[DATA UNDER STUDY]
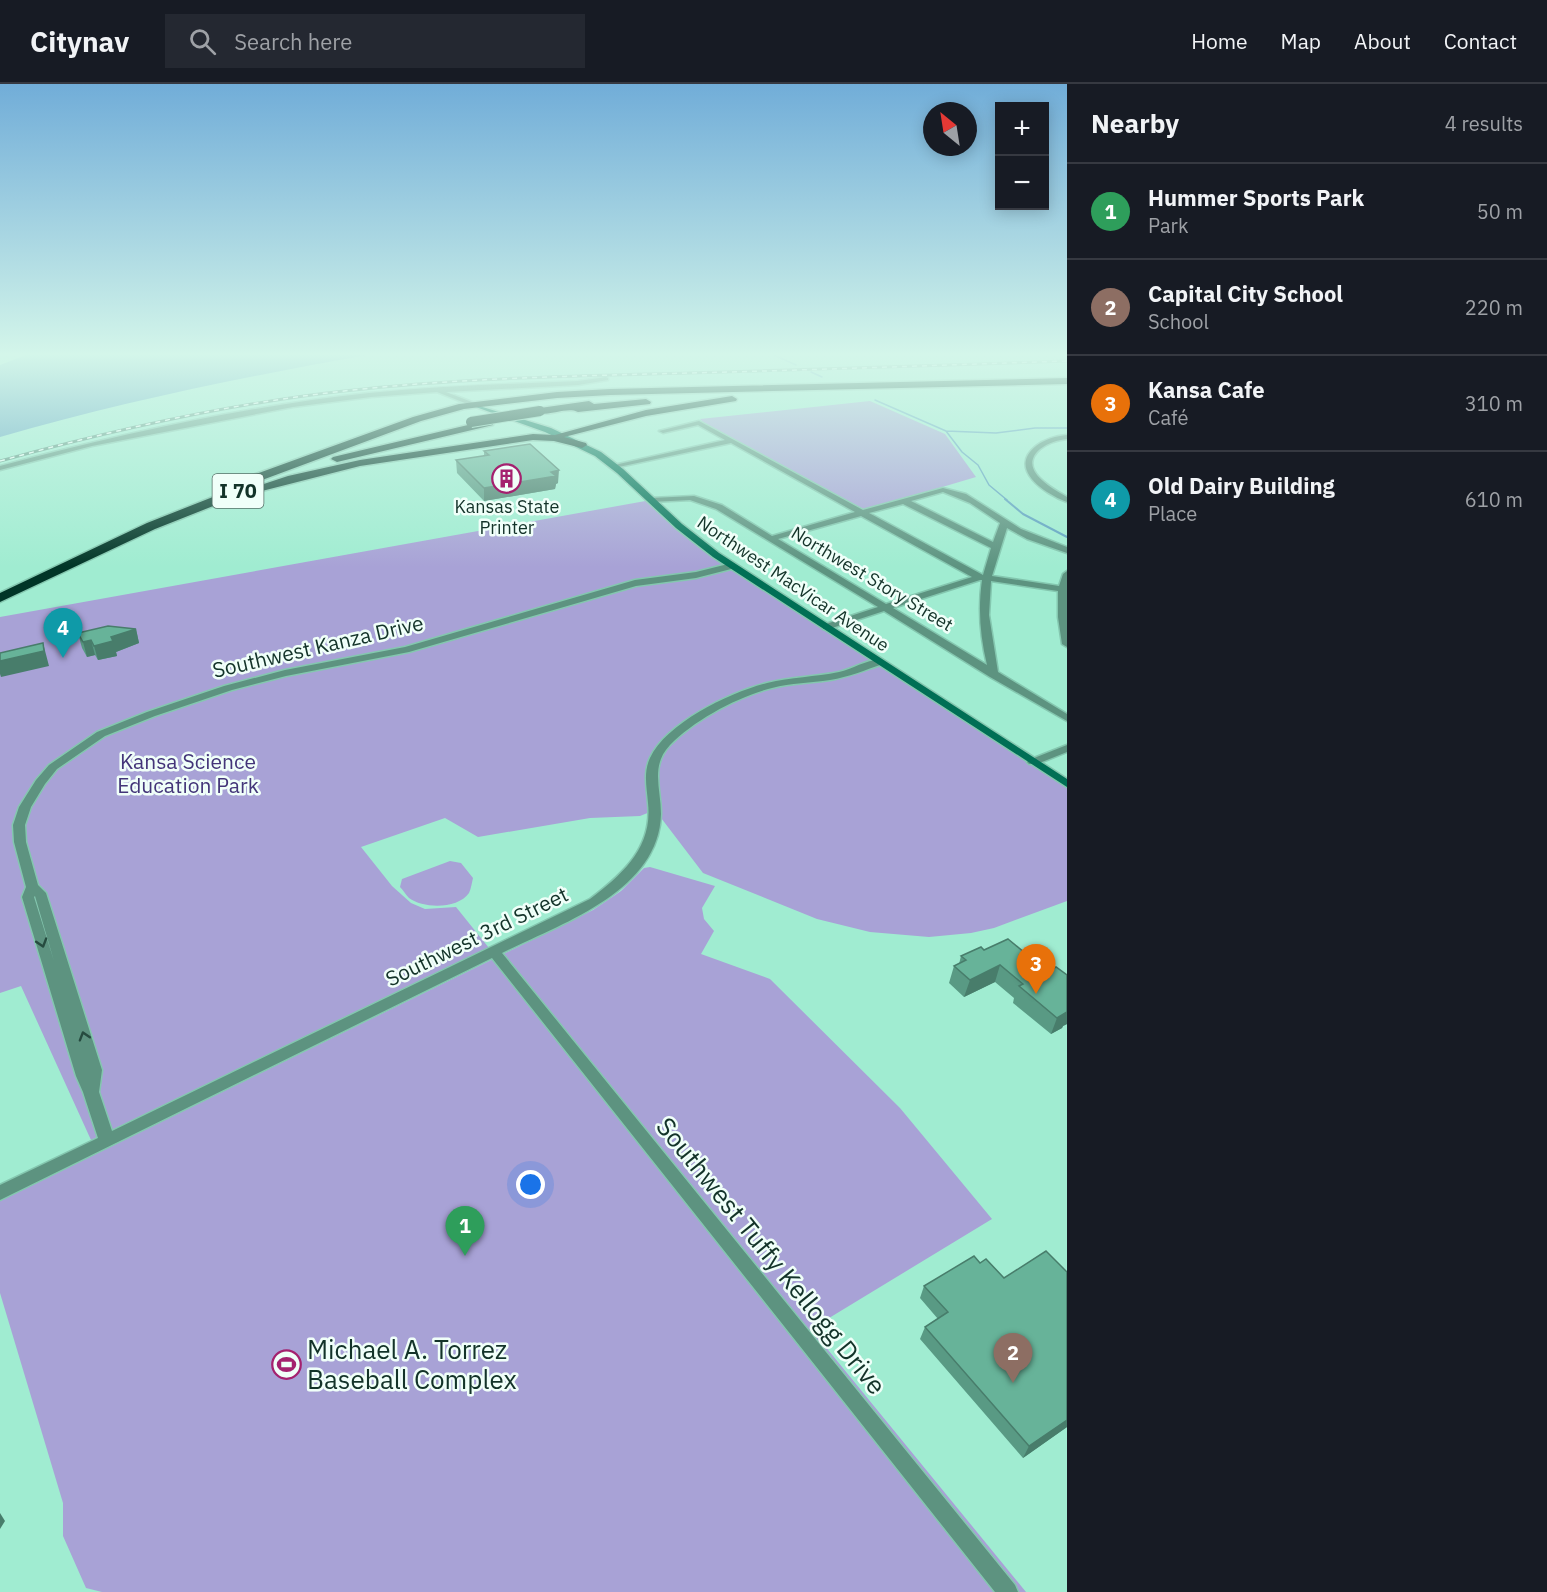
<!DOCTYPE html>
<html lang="en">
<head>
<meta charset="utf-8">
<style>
  :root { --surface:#171b24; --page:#242831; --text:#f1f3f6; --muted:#9ea1a6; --line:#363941; --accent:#ce94b9 }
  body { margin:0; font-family:"IBM Plex Sans",sans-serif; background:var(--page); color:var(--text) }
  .controls { position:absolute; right:18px; top:18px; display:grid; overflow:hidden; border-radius:0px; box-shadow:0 3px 15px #0003 }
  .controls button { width:54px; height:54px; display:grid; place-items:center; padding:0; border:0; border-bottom:2px solid var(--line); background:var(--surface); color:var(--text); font:30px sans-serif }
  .compass { position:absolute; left:923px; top:18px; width:54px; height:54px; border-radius:50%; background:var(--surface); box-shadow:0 3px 15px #0003; rotate:330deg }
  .you { position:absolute; left:531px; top:1101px; width:21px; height:21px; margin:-15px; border:4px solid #fff; border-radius:50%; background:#1a73e8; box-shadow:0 0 0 9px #1a73e833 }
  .badge { display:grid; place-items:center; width:39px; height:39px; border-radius:50%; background:var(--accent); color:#fff; font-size:20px; font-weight:700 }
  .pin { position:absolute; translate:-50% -50px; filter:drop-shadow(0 2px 3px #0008) }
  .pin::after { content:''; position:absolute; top:32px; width:21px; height:18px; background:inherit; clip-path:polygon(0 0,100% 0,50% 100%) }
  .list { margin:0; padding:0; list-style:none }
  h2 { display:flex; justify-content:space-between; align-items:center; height:78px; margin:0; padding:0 24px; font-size:26px }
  h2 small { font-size:20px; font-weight:400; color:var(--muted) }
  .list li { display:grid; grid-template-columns:39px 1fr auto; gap:18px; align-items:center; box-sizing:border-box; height:96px; padding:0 24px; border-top:2px solid var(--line) }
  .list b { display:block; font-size:22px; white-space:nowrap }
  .list p { margin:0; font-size:20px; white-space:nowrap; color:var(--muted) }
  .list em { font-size:20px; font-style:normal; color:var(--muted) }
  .icon { flex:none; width:33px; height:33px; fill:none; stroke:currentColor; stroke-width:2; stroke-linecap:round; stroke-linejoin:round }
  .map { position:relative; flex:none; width:1067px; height:1508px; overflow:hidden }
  header { display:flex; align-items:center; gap:36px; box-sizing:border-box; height:84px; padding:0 30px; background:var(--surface); border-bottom:2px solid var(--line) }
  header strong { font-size:28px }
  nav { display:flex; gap:33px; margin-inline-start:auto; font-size:21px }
  .search { width:420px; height:54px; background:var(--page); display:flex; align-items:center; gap:15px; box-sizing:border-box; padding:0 21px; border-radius:0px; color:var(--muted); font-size:22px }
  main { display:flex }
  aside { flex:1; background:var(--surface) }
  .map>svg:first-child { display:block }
  .green { fill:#a8a2d6 }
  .water { fill:#60a2c1 }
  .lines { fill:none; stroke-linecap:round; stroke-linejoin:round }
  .stream-far1 { stroke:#60a2c1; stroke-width:1.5 }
  .stream { stroke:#60a2c1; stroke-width:2 }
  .minor-casing { stroke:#84c7af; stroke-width:3 }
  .tertiary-casing { stroke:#84c7af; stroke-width:3 }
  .secondary-casing { stroke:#84c7af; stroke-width:3 }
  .motorway-casing { stroke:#84c7af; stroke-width:3 }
  .minor { fill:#5d9380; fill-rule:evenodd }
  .tertiary { fill:#5d9380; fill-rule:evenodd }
  .secondary { fill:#006f55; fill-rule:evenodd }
  .motorway { fill:#013527; fill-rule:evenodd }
  .rail-casing { stroke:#5c9381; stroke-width:3 }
  .rail { stroke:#f0fff9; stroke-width:1.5; stroke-dasharray:5; stroke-linecap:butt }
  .motorway-bridge-casing { stroke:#84c7af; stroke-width:12; stroke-linecap:butt }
  .motorway-bridge { stroke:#013527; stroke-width:10 }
  .wall { fill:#599a84 }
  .shaded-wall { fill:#487d6b }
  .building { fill:#67b399; stroke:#487d6b; stroke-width:1.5 }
  .oneway { stroke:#264b3f }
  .labels { text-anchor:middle; stroke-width:5; stroke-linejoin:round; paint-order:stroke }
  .far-poi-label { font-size:18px; fill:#133329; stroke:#f0fff9 }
  .far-street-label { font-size:18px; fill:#133329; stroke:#f0fff9 }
  .shield { fill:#f0fff9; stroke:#557067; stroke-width:1.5 }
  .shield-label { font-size:20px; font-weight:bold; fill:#133329 }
  .street-label { font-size:21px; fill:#133329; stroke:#f0fff9 }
  .park-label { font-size:21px; fill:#433579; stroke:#f0fff9 }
  .near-street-label { font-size:26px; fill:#133329; stroke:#f0fff9 }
  .near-poi-label { font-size:26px; fill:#133329; stroke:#f0fff9; text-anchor:start }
</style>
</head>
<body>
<header>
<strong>Citynav</strong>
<div class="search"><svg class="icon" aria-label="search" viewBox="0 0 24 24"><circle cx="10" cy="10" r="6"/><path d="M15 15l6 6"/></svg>Search here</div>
<nav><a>Home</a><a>Map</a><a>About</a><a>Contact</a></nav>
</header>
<main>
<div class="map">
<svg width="1067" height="1508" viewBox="0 0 1067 1508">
  <rect width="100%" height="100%" fill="#a0ecd1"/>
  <path class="green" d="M870,317l75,33 31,43 -111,33 -158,-84 -7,-7z
    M651,416l81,66 335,219v116l-73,27 -23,5 -42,4 -59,-5 -53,-13 -114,-46 -48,-63 -15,6 -50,2 -112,19 -33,-19 -84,29 31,39 19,17 14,6 31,-2 33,41 -398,192 -70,-154 -21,7v-376z
    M450,777l11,2 12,15c-1,4 -2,11 -4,15 -11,16 -45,16 -60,5 -3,-3 -6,-8 -9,-11l2,-8z
    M650,783l65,19 -13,22 2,11 10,12 -13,23 69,25 130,129 92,111 -181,110 215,263h-924l-16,-4 -23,-52v-33l-63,-210v-92l593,-291 28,-19 23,-23z"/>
  <path class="water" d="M26,271h341c-124,22 -246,47 -367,82v-72z"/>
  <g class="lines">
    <path class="stream-far1" d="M774,271l22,10
      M811,288l11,5
      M875,316l71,31 16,21 16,13 11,20 18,15
      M946,347l50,2 39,-5h32"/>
    <path class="stream" d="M1005,415l18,15 44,23"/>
    <defs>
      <path id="minor" d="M606,293l2,1v2l-30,5 -132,7 31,12v2l-2,1 -38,-15 -66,5 -78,10 -201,39 -92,24v-4c120,-32 247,-60 369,-73 70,-7 140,-9 209,-12z
        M699,337l164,89 80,-22 23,6 55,35 46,18v6l-40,-14 -20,-11 -15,48 67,10 4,-12 4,-3v76l-5,-3 -4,-27v-26l-67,-10 -2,34 9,57 69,42v7l-77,-44 -106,-66 -55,18h-6v-4l55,-18 -162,-98 -26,-9 -39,2 -4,-2 4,-2 43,-2 28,9 50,31 83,-24 -124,-69 -117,25 -4,-2 115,-26 -27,-15 -35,8 -4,-2zM943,408l27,11 30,20 -7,19 -82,-41zM903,420l88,44 -8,27 -114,-62zM861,432l111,61 -86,27 -108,-65zM980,496h2c-4,29 -2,56 5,85l-94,-57z
        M1067,351v4c-10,1 -19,4 -27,10 -23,20 11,39 27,48v5c-22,-8 -60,-33 -31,-56 9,-7 20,-10 31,-11z
        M732,479l3,1v4l-39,10 -60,8 -227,66 -123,24 -54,14 -77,26 -50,20 -48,33 -12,15 -14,23 -6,18 1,17 12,43 8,8 56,177 -3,22 13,39 478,-232c33,-25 63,-52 58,-96 -1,-15 -5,-30 2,-45 16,-35 81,-66 117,-75 24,-6 48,-6 72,-11 14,-3 30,-14 44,-12v4c-18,6 -34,13 -53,16 -19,3 -39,3 -58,8 -33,8 -78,32 -102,57 -20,21 -9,44 -9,69 -2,78 -101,110 -159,139l513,632 3,7h-23l-503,-634 -492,242v-15l98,-47 -15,-46 -7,-16 -54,-179 4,-10 -12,-45 -1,-17 6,-18 17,-27 13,-15 48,-33 50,-20 77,-26 61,-16 120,-23 230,-67 61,-8zM35,812l19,65 -20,-64z"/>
      <path id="tertiary" d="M1067,661v7l-30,12h-8l-2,-2 2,-2z"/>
      <path id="secondary" d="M473,320l78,24 50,24 22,17 59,55 37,29 348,226v8l-354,-230 -37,-29 -59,-55 -22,-17 -50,-24 -72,-26z"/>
      <path id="motorway" d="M1067,294v6l-457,11 -53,3 -93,11 -43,12 -183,68 5,3 -2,3 -86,34 -155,73v-9l147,-70 76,-30 -5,-3 2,-3 193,-70 46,-13 98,-12 53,-3z
        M732,312l5,3 -1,2 -90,15 -82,21 22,6 1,2 -5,3 -28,-7 -21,-1 -173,26 -102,26 -6,-4 36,-12 72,-16 173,-26 22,1 91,-25z
        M646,315l5,3 -1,2 -72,8c-13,-6 -32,7 -43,-1l5,-3 49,-7 5,3z
        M489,336l4,1v4l-156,37 -6,-3 2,-2z"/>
    </defs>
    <use href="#minor" class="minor-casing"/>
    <use href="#tertiary" class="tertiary-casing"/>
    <use href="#secondary" class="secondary-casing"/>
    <use href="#motorway" class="motorway-casing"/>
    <use href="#minor" class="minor"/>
    <use href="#tertiary" class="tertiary"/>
    <use href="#secondary" class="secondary"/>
    <use href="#motorway" class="motorway"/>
    <defs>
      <path id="rail" d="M0,377c113,-31 227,-57 344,-70 114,-13 230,-15 345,-18 126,-3 252,-8 378,-12"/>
    </defs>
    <use href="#rail" class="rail-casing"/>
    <use href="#rail" class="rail"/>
    <defs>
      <path id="motorway-bridge" d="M471,338l69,-11"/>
    </defs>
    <use href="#motorway-bridge" class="motorway-bridge-casing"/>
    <use href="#motorway-bridge" class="motorway-bridge"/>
  </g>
  <path class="wall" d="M484,367l74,32 -2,1 -1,5 -71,12 -27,-28 -1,-13 28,-4z
    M136,545l3,14 -23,9 1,4 -19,4 -3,-5 -8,2 -5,-9 -4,-15z
    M984,866l41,3 -2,5 20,16 24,1v49l-4,2 -1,2 -11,6 -38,-31 1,-5 -19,-16 -31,15 -15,-14 5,-17 5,-2 2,-8z
    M924,1202l143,141 -44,31 -103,-119 5,-12 13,-8 -18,-21z"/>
  <path class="shaded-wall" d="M559,386l-1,13 -2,1 -1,5 -71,12v-13z
    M136,545l3,14 -23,9 1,4 -19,4 -4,-14 17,-9z
    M91,556l4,15 -8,2 -4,-15z
    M43,559l6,23 -48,11 -1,-3v-13z
    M1000,881l-5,17 -31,15 6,-17z
    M1067,926v14l-4,2 -1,2 -11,6 6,-16z
    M1067,1336v7l-44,31 6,-12z
    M0,1429l5,8 -5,8z"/>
  <path class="building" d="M530,360l29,26 -8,2 5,4 -72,12 -28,-28 33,-5 -5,-4z
    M108,542l28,3 -25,8 2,4 -19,5 -3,-6 -8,2 -5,-9z
    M43,559l1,8 -44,10v-8z
    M1008,855l17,14 -5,2 23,19 13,-7 11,8v37l-10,6 -38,-32 4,-2 -23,-19 -30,15 -16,-14 12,-6 -5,-4 20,-9 3,3z
    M1046,1167l21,21v148l-38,26 -104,-119 23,-15 -24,-26 50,-30 6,7 6,-4 18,19z"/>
  <defs><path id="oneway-chevron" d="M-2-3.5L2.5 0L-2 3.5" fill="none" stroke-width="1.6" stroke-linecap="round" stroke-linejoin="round" transform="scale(1.5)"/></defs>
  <g class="oneway">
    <use href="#oneway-chevron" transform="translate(42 859) rotate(73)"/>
    <use href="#oneway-chevron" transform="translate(84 952) rotate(-107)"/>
  </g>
  <linearGradient id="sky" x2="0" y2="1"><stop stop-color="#71add8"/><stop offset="0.56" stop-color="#d4f6ea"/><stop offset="1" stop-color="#d4f6ea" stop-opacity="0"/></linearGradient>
  <rect width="1067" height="483" fill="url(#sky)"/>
  <defs>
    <symbol id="building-ring" viewBox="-11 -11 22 22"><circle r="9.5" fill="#f0fff9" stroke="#a4216f" stroke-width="1.5"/><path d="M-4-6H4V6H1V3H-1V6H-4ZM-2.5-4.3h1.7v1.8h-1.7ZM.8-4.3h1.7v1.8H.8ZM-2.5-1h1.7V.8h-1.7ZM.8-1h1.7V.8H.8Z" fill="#a4216f"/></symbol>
    <symbol id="stadium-ring" viewBox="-11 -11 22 22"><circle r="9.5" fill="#f0fff9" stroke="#a4216f" stroke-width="1.5"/><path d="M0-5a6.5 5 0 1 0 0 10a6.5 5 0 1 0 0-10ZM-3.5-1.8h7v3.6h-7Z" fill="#a4216f"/></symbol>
  </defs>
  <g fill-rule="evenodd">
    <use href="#building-ring" x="490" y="378" width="33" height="33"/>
    <use href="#stadium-ring" x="270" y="1264" width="33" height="33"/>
  </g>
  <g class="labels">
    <g class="far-poi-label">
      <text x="507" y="429">Kansas State<tspan x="507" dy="21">Printer</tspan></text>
    </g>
    <g class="far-street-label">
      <text transform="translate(872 495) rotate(31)" y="6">Northwest Story Street</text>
      <text transform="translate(793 500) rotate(34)" y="6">Northwest MacVicar Avenue</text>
    </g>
    <rect class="shield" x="212.5" y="390" width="51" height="34" rx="4.5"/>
    <g class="shield-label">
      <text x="238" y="414">I 70</text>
    </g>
    <g class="street-label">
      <text transform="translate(318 563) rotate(-13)" y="7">Southwest Kanza Drive</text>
      <text transform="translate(477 853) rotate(-26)" y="7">Southwest 3rd Street</text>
    </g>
    <g class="park-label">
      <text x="188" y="685">Kansa Science<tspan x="188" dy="24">Education Park</tspan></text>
    </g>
    <g class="near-street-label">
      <text transform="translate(771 1172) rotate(51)" y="9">Southwest Tuffy Kellogg Drive</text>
    </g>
    <g class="near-poi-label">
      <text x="307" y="1275">Michael A. Torrez<tspan x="307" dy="30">Baseball Complex</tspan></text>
    </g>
  </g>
</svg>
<div class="controls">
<button>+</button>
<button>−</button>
</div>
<svg class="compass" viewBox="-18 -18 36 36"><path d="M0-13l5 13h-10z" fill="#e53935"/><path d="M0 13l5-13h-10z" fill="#9ea1a6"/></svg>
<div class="you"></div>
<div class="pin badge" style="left:465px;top:1172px;background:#2e9e5b">1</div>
<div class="pin badge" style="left:1013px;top:1299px;background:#8d6e63">2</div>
<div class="pin badge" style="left:1036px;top:910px;background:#e8710a">3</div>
<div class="pin badge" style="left:63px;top:574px;background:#0f9aa8">4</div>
</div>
<aside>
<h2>Nearby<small>4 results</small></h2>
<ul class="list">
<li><span class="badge" style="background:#2e9e5b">1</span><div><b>Hummer Sports Park</b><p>Park</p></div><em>50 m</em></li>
<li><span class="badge" style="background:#8d6e63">2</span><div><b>Capital City School</b><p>School</p></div><em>220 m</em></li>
<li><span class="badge" style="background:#e8710a">3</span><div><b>Kansa Cafe</b><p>Café</p></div><em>310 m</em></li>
<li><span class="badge" style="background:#0f9aa8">4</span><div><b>Old Dairy Building</b><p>Place</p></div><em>610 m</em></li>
</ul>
</aside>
</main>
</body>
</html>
[/DATA UNDER STUDY]
WHAT NEEDS TO BE DONE: Using the records above, report each line that contains the word "compass" by copying it.

EXERCISE ANSWER:
  .compass { position:absolute; left:923px; top:18px; width:54px; height:54px; border-radius:50%; background:var(--surface); box-shadow:0 3px 15px #0003; rotate:330deg }
<svg class="compass" viewBox="-18 -18 36 36"><path d="M0-13l5 13h-10z" fill="#e53935"/><path d="M0 13l5-13h-10z" fill="#9ea1a6"/></svg>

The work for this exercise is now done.